Ferrat, la chanson comme guérison
Pour commémorer les dix ans de la mort de Jean Ferrat, disparu le 13 mars 2010, France 3 propose, ce vendredi soir, le portrait d’un chanteur qui était plus qu’une voix.
Un demi-sourire, un regard malicieux, une fière moustache, le Parti Communiste, la montagne, l’Ardèche, la poésie et l’engagement… Jean Ferrat, c’était tout cela à la fois. Mais que sait-on réellement de ce chanteur à la voix d’or et pourtant si taiseux ?
C’est tragique la vie
Début des années 1960, la France découvre une nouvelle voix, celle de Jean Ferrat. Avec ses deux premiers titres, «Ma Môme» et «Deux enfants au soleil», le public applaudit et classe rapidement ce nouvel artiste dans la catégorie des chanteurs de charme. Un peu trop rapidement.
En 1963, alors que l’heure est à la réconciliation franco-allemande après les horreurs de la Seconde Guerre mondiale, personne ne se risque à parler des sujets qui fâchent.

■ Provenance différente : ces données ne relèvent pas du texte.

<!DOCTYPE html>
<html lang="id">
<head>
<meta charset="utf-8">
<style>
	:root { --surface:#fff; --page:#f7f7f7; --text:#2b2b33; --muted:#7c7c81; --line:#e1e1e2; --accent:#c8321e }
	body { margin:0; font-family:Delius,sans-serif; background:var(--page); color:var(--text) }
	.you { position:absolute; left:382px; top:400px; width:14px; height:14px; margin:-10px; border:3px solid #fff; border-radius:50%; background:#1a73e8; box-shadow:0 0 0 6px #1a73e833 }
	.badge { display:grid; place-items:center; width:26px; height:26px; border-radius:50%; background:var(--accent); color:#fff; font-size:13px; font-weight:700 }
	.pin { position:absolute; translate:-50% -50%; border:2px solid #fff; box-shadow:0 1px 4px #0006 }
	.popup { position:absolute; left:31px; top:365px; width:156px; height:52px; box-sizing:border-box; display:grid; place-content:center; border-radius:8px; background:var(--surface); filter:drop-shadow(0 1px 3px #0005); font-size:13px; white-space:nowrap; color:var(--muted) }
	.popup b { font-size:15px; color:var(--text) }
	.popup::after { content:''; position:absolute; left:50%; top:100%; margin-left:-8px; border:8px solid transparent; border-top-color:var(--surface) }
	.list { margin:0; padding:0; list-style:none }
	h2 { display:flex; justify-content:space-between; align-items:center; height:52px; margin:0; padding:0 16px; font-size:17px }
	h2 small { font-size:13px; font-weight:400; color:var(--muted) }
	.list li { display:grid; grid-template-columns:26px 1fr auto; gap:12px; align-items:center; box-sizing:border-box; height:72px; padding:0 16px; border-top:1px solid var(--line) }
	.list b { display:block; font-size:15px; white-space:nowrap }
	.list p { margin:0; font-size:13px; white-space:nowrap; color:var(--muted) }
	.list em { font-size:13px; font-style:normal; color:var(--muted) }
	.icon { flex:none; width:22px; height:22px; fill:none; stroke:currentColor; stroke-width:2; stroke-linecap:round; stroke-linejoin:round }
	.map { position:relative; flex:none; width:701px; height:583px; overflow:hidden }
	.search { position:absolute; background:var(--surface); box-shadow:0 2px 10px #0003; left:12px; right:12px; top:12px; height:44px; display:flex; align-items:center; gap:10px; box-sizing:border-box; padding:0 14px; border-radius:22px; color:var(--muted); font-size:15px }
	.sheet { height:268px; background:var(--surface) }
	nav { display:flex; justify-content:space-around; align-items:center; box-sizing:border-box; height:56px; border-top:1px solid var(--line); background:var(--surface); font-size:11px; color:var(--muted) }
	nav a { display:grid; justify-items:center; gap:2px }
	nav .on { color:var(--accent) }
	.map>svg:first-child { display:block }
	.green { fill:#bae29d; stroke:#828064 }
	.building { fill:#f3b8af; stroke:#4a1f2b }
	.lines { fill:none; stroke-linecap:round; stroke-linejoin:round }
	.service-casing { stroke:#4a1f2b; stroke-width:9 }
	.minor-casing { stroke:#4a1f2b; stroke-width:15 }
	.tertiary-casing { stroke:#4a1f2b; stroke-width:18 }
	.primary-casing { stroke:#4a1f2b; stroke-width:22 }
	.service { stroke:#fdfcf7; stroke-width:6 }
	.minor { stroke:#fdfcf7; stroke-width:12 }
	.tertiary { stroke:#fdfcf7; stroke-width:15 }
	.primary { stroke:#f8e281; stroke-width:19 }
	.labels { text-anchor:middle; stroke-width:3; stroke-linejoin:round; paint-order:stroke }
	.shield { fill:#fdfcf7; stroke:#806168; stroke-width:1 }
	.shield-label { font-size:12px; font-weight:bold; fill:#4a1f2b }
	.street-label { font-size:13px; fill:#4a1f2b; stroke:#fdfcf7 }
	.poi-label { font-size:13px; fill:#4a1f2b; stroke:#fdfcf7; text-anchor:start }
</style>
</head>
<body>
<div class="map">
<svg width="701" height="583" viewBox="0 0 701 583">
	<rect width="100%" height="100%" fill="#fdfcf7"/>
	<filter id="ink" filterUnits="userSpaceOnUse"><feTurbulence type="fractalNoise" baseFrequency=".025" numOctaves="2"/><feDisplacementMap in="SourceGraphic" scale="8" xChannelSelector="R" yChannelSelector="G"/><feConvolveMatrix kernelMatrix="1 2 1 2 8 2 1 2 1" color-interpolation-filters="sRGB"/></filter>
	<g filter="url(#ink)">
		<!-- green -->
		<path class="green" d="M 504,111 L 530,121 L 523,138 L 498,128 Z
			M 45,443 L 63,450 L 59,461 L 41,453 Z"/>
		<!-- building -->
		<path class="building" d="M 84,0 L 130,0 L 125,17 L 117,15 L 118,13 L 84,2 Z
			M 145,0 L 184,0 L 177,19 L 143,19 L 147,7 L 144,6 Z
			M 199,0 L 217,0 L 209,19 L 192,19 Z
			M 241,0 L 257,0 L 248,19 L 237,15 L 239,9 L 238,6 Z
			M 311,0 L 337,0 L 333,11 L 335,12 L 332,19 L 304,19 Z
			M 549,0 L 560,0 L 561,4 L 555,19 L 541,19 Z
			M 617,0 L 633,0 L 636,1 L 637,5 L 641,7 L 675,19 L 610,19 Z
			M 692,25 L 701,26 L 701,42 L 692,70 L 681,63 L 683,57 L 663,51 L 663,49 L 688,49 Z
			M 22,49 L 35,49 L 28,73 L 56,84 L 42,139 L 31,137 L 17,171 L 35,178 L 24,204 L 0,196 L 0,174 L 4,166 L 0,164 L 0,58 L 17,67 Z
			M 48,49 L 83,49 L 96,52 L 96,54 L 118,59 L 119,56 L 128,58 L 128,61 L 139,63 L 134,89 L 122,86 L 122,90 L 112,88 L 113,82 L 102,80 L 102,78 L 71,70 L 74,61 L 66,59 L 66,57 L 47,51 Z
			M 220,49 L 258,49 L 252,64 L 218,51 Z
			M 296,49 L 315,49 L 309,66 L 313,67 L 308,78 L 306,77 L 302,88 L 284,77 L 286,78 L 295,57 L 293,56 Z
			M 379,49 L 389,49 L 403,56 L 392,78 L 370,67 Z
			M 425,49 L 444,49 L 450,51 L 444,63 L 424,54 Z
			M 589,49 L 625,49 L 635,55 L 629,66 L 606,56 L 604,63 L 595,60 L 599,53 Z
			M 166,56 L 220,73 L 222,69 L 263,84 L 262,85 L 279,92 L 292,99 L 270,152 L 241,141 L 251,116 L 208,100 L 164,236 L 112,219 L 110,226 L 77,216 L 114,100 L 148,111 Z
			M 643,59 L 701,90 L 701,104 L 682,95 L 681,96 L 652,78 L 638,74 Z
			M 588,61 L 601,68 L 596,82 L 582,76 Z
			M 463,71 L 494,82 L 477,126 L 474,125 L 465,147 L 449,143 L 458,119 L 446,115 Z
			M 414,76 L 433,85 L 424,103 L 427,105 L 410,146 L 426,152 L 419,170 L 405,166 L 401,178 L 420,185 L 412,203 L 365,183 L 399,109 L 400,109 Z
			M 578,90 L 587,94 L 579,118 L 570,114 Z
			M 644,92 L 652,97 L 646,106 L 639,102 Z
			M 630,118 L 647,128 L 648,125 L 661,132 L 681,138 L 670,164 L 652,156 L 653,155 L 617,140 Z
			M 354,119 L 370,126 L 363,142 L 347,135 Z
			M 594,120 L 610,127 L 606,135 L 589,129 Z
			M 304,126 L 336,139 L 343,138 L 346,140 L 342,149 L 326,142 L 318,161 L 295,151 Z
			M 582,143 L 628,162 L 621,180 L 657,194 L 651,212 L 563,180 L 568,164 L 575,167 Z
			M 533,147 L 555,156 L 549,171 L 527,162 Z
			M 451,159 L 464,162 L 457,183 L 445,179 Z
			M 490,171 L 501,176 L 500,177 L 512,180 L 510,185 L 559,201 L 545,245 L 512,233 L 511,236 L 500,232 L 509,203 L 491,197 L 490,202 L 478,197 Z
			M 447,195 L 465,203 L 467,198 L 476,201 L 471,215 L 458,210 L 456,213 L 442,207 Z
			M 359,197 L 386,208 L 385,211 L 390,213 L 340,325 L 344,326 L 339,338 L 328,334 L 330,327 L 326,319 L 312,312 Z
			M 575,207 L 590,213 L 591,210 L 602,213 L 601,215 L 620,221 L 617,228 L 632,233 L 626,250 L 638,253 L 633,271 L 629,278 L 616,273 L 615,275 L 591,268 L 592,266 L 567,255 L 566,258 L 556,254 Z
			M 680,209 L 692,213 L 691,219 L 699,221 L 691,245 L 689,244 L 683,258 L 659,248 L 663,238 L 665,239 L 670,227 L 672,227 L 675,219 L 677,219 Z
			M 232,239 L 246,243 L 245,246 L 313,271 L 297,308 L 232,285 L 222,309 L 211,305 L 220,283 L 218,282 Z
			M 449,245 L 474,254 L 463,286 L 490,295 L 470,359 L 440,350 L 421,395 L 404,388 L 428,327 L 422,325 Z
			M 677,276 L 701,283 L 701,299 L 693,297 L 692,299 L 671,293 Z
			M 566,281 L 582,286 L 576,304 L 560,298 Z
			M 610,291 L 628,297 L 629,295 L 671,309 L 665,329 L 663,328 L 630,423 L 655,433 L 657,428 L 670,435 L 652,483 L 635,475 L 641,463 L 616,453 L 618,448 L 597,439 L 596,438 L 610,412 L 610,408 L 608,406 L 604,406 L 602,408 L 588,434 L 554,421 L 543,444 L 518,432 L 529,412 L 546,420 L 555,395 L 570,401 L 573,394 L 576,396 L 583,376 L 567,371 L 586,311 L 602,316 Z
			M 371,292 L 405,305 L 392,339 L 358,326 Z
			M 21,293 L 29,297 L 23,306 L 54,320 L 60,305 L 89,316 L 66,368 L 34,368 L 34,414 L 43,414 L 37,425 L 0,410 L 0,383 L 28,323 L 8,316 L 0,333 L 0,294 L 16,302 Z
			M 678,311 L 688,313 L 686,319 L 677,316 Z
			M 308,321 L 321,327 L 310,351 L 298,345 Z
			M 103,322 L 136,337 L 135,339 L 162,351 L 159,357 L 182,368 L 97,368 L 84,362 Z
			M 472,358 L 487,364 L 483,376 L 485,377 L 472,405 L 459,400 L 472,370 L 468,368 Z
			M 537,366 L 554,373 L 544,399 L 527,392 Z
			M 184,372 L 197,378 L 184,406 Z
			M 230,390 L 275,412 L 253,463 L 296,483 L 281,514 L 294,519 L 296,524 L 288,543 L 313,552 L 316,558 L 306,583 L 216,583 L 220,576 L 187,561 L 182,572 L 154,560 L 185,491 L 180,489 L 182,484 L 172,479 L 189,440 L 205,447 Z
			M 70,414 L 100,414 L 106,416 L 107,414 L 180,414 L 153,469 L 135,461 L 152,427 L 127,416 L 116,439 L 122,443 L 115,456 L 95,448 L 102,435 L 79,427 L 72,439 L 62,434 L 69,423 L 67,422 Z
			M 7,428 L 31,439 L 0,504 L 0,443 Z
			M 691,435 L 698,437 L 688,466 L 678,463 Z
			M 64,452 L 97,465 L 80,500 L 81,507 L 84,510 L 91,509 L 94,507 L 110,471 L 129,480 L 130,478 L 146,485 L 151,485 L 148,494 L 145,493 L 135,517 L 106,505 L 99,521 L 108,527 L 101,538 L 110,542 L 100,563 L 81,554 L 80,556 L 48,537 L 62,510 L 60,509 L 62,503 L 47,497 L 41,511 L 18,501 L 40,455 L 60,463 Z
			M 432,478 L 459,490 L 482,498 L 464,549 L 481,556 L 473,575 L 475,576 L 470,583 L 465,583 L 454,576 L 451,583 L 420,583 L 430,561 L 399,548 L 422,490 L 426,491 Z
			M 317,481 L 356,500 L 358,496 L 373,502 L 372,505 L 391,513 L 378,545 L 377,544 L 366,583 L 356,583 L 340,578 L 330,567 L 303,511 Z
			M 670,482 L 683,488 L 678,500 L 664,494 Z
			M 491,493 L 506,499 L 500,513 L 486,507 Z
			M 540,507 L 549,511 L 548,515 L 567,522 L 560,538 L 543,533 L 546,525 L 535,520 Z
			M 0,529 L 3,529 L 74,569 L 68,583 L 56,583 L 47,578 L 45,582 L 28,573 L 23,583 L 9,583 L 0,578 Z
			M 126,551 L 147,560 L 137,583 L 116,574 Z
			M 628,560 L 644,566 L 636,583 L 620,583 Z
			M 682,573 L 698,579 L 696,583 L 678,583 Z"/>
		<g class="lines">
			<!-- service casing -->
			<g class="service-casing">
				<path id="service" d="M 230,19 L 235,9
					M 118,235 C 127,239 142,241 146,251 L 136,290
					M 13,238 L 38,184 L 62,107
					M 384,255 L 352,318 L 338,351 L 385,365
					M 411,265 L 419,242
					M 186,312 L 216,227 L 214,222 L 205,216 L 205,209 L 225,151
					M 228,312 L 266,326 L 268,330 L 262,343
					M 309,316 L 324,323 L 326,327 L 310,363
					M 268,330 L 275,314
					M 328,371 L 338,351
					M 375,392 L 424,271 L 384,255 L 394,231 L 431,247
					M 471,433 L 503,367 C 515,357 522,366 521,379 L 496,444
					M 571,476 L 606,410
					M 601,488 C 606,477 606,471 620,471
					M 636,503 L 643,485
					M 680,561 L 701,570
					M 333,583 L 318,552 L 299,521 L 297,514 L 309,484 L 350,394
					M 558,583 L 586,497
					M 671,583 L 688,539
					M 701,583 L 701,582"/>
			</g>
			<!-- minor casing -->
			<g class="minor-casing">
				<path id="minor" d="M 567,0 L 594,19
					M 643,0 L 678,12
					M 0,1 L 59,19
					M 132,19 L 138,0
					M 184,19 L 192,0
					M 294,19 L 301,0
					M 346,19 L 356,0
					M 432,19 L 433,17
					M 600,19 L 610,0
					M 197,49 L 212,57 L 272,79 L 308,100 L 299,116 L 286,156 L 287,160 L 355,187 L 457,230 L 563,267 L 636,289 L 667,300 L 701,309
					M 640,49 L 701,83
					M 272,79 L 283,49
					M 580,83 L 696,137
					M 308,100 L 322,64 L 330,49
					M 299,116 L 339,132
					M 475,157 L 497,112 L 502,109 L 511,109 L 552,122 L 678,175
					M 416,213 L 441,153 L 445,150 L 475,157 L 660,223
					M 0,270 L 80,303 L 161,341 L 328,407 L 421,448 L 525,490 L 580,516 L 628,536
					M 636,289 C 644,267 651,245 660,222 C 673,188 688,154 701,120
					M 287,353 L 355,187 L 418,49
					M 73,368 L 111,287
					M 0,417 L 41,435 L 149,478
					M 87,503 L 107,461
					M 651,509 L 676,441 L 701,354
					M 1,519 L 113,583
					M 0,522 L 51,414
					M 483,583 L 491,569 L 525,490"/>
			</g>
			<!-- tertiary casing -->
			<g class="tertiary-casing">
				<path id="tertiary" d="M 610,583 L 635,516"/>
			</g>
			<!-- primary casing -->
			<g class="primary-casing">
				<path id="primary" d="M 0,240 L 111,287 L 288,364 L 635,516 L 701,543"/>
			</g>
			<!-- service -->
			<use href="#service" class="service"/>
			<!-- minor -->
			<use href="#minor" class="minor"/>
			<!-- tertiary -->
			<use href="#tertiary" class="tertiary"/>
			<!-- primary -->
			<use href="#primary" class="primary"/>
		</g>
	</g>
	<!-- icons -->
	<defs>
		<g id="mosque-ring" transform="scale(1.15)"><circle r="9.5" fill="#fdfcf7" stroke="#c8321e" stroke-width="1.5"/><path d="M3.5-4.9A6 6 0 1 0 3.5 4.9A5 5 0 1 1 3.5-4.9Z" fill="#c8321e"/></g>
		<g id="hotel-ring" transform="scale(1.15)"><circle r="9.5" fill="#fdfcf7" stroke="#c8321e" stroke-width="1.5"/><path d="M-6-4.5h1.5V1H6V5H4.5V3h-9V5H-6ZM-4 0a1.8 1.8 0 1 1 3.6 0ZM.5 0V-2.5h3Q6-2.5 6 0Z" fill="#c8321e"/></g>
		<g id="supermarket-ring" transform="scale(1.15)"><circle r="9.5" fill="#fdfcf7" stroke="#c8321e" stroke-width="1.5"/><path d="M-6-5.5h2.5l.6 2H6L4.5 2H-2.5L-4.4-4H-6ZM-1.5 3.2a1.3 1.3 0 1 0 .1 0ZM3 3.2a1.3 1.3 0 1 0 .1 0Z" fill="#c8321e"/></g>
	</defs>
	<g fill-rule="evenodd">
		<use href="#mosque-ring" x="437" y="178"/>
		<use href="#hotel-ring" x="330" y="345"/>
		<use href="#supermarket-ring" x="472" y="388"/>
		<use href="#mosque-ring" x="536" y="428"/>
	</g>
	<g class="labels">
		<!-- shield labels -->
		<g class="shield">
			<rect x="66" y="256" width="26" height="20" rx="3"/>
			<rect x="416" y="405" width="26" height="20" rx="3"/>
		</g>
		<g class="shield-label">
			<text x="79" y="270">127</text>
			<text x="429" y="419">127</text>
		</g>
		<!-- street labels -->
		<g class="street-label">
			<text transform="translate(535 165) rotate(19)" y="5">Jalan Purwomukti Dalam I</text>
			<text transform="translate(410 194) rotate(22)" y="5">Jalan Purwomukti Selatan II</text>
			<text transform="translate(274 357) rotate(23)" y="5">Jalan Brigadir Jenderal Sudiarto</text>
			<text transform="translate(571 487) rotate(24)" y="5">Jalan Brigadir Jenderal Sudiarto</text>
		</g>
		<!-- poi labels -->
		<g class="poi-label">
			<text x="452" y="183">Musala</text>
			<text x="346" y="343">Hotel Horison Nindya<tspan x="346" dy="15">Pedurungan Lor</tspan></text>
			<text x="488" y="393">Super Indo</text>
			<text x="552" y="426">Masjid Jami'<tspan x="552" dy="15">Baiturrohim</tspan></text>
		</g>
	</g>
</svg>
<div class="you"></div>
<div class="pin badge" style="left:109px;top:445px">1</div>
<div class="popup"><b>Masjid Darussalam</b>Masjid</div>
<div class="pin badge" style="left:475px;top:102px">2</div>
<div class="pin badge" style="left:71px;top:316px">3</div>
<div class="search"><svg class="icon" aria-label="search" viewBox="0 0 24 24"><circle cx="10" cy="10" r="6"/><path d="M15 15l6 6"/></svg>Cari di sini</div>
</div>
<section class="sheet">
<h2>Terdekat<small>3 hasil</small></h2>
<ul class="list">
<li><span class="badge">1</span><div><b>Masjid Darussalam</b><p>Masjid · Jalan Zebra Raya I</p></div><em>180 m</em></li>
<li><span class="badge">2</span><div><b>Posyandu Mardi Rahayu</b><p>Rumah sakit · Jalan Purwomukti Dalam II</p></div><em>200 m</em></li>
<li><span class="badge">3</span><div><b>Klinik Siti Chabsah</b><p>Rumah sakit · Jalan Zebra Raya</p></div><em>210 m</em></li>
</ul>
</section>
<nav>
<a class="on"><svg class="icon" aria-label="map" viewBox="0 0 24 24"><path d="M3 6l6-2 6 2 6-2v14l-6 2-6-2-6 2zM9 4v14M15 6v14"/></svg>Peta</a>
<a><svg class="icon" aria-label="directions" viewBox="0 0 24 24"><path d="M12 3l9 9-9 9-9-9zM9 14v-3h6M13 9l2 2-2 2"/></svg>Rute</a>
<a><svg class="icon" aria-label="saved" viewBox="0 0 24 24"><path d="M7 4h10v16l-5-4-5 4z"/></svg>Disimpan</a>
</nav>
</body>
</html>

Jean, lui, veut se souvenir. Il sort alors «Nuit et Brouillard». «Les Allemands guettaient du haut des miradors, la lune se taisait comme vous vous taisiez», assène dans ce titre Ferrat, histoire de rappeler au bon souvenir de l’Hexagone la passivité dont certains ont fait preuve durant l’occupation. Les auditeurs sont émus et adhèrent. En 1964, Ferrat reçoit le prix de l’académie du disque Charles Cros.
S’il ne se gêne pas pour mettre les pieds dans le plat, c’est parce que l’atrocité de cette guerre, Jean l’a côtoyée de près. En 1930, le chanteur naît Jean Tenenbaum, d’une mère française et d’un père russe, Mnacha, de confession juive, immigré en France en 1905. «Mnacha sera emmené à Drancy et disparaîtra à Auschwitz parce qu’il avait, disait Jean, choisi de porter l’étoile jaune pour être en règle avec les lois françaises» relate la veuve de Jean Ferrat, Colette, dans une interview à Paris Match.
À peine âgé de onze ans, Jean comprend qu’être juif est dangereux. Pour préserver sa vie, il s’enfuit avec son frère aîné en zone libre, à Font-Romeu, dans les Pyrénées. Ils y trouveront refuge dans une planque chez des résistants communistes… Une tranche de vie dramatique qu’il mettra en musique, en 1991, avec «Nul ne guérit de son enfance».
Sur tous les fronts
Outre ses cicatrices personnelles, Jean Ferrat n’aura eu de cesse de mettre en mélodie ses engagements, notamment féministes, avec «La Femme est l’avenir de l’homme», morceau dans lequel il s’inspire de la maxime de l’une de ses idoles, le poète Louis Aragon. Et si l’on parle du Ferrat engagé, comment ne pas parler de politique. Ce n’est un secret pour personne, l’homme était fidèle à ses idéaux communistes, sans jamais toutefois adhérer au parti.
Des convictions mises en musique qui vaudront au chanteur d’être censuré plus d’une fois. Ne citons que «Potemkine», titre que Ferrat avait décidé d’interpréter alors qu’il était invité à se produire lors d’une émission en direct. L’ORTF lui demandera de choisir un autre morceau, Jean restera en coulisses.
«J’aimerais dormir»
Après une mauvaise chute en 2010, l’état de santé de Jean Ferrat est accablé de complications respiratoires et d’une infection nosocomiale. À bout de forces, le chanteur avoue à son épouse : «J’aimerais dormir». «Alors, petit à petit, on a tout débranché», raconte Colette à Paris Match.
Le 13 mars 2010, Jean Ferrat décède à l’âge de 79 ans. Colette perd l’amour de sa vie, et la France l’un des plus grands poètes chanteurs de son histoire musicale.